When you have 4, 5 or 6 different crews at the same event, covering it from every possible side of the building, on top of adjacent buildings and all looking for the same story, finding different angles can be just a wee bit tricky. The most obvious angle to a story like this is the reaction story. But I guess in a way it's all reaction, so it's really to what level each crew gathers reaction and from whom. And no matter how much you plan ahead, you never really know what exactly you are going to get.
Lenslinger detailed his duty of having David Griffin all wired for sound, while holding the box that was wired to the building, while allowing his mother Griffin to push the button setting off the company's first ever blast in it's home town.
Ms Griffin had worked at the, now defunct, company whose building she was imploding, yet her time with the company pre-dates this building by almost 2 decades!

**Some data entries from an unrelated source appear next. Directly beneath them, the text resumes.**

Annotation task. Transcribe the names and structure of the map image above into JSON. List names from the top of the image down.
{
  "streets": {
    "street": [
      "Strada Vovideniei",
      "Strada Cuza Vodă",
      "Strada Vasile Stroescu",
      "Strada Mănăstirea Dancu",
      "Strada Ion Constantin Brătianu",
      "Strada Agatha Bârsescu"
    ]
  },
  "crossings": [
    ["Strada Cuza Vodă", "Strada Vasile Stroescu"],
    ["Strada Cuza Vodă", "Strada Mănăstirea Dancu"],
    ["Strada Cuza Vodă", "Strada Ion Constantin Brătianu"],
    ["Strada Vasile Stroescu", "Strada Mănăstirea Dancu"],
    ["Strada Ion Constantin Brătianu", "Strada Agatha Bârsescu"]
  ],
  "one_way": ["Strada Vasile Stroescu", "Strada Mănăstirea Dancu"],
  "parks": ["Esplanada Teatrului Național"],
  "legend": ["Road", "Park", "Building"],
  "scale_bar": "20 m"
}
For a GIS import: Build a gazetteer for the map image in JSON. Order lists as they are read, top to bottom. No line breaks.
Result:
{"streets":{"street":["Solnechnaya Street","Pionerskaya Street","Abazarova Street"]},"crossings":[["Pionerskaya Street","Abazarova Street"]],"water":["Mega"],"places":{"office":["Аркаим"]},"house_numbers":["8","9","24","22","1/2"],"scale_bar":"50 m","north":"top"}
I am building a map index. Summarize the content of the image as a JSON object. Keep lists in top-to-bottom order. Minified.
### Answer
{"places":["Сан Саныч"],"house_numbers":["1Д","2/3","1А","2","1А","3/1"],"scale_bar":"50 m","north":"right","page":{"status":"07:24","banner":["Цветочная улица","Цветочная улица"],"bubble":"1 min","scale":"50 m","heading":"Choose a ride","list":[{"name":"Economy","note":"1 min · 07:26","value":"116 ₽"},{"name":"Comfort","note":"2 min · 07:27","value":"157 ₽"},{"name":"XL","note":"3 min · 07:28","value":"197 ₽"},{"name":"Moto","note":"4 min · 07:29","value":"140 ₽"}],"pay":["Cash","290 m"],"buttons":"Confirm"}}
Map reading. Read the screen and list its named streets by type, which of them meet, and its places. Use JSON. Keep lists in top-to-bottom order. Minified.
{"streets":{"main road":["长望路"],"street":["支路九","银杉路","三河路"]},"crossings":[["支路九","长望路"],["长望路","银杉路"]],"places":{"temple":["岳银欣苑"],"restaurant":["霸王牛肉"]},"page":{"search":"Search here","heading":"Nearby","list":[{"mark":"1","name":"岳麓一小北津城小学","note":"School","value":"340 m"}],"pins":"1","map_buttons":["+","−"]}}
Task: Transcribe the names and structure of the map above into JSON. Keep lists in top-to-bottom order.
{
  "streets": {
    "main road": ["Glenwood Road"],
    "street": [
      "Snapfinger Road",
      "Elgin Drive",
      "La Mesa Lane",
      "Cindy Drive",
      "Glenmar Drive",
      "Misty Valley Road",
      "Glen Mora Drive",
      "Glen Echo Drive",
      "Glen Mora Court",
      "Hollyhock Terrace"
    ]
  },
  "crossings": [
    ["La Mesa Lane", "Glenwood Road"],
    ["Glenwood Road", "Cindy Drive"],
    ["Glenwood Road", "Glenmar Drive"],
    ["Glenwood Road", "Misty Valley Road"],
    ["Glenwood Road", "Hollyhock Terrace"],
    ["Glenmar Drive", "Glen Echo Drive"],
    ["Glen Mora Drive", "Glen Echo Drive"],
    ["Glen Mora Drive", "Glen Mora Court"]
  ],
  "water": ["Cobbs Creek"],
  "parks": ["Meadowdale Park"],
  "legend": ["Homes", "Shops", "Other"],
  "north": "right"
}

I myself was after the nuts and bolts of the story. In other words, WHO, WHAT, WHERE, WHEN, WHY AND HOW for the whole event. I found some older folks who worked in the building. I found some kids poised and ready to cover their ears and strecth their eyeballs wide open in exhuberence. And I found a man who helped build the building some 33 years ago.
And after it was all done I picked up where Stewart left off, as the matriarch of DH Griffin got her first close up look at the newly leveled building.
And then the elder David Griffin joined her, awed at the site of a "mighty fine pile of steel."
As we all worked the crowd, we all found these little angles for our individual stories. We all saw different things that appealed to our video appetites that we hoped would feed yours.
I didn't take too many pictures on my quest to find and gather the perfect nuts and bolts....but I did get to shoot a short bit of video on my handy, dandy, digital camera while my pro cam was locked down on a nice reaction shot.